The other thing? I want to learn to tie knots. And not for Boy Scouts, you feel me. I have a book. I have some nylon rope. But I need to sit down with some YouTube videos and my book and practice. 

The trick is going to be not doing too much at once and also not perpetually procrastinating these as things I'll do eventually. None of these is like a "One hour a day of rigorous study and three hours a week practicum...." When I have a good feeling for how my schedule is shaping up, I'll fold some modest time in.

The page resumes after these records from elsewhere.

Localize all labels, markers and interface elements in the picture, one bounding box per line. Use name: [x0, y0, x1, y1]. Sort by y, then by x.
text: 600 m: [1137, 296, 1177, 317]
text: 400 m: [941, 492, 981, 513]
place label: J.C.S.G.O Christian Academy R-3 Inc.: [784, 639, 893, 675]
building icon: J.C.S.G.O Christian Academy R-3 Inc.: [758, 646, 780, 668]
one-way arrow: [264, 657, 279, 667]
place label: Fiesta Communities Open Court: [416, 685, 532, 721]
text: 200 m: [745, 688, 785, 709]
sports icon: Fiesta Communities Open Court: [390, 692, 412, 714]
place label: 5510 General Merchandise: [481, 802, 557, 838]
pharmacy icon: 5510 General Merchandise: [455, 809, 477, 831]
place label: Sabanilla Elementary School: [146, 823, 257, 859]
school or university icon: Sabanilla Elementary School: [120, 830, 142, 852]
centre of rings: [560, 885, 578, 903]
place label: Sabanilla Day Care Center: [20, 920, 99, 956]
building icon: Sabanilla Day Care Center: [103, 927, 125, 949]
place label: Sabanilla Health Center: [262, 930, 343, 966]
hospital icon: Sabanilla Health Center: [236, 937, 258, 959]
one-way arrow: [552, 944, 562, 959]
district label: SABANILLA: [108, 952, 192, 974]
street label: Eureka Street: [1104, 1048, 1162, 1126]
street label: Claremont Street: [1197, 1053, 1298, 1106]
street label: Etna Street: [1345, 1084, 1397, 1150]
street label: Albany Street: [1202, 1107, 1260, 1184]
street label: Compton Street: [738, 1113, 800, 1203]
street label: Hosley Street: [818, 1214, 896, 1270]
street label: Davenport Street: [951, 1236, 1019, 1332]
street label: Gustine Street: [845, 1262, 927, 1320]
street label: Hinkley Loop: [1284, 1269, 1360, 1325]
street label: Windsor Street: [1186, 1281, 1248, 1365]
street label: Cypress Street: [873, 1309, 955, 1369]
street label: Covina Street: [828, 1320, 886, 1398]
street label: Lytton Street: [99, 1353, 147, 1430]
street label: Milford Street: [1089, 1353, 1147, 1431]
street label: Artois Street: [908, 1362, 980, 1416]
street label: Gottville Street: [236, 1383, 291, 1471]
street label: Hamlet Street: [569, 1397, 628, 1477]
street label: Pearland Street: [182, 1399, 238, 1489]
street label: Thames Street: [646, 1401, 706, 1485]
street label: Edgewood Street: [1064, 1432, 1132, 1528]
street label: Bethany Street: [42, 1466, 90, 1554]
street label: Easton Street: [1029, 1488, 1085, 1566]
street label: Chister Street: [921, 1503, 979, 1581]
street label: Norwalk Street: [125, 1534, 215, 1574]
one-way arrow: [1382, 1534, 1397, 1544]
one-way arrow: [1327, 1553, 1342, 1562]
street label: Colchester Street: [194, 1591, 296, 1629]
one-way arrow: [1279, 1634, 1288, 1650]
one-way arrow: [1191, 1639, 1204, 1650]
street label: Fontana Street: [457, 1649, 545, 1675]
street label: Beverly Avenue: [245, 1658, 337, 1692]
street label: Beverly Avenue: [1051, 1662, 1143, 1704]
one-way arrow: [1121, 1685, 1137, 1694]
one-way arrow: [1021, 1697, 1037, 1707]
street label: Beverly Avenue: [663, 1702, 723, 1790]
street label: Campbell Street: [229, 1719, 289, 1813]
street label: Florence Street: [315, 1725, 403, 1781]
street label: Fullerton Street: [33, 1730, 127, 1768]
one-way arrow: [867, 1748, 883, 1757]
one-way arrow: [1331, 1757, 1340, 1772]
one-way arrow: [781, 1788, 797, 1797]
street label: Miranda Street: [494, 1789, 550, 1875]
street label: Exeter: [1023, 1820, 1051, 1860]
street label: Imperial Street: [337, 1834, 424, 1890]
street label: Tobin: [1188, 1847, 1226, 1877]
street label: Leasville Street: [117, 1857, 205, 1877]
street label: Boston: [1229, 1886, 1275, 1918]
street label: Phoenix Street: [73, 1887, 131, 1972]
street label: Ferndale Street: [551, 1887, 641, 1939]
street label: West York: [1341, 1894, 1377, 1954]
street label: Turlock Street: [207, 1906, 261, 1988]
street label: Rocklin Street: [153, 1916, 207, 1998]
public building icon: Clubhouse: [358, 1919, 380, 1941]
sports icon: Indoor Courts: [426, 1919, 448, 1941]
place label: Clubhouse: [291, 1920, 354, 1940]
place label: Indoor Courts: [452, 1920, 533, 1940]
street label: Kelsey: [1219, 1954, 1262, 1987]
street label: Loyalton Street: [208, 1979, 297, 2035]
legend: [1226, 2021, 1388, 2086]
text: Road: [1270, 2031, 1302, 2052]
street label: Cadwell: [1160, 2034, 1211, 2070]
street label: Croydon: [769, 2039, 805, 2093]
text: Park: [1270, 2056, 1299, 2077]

I have this keyboard that I bought like ten years ago and all these good intentions to practice piano. I've even had time once or twice, but there is really NO place to put this thing right now. There IS a space that it would fit. I would have to set it up and break it down after each use, but that wouldn't be super tough. (The bookshelf I could lean it on is right there and I don't often need access to the books.) I'm not going to commit to this yet because there's a lot of other stuff going on and I don't want to overdo it, but as the year matures (perhaps at the equinox), I would like to come back to this. Musical practice has always helped me think more clearly and be more emotionally centered when I've done it regularly. Plus I just fucking love music and creating it is the bees knees.


I will take inventory of my progress at the summer solstice and on the equinoxes and probably find I'm doing well with some things and need to be more deliberate about others. And the world will keep hurtling around the sun. The days will shorten again, and this year will come to a close and I will again think of where my life is, where I want it to be, and how I can get there. But for now, the longest night is over, and our hearts and our ambitions begin to unfurl again.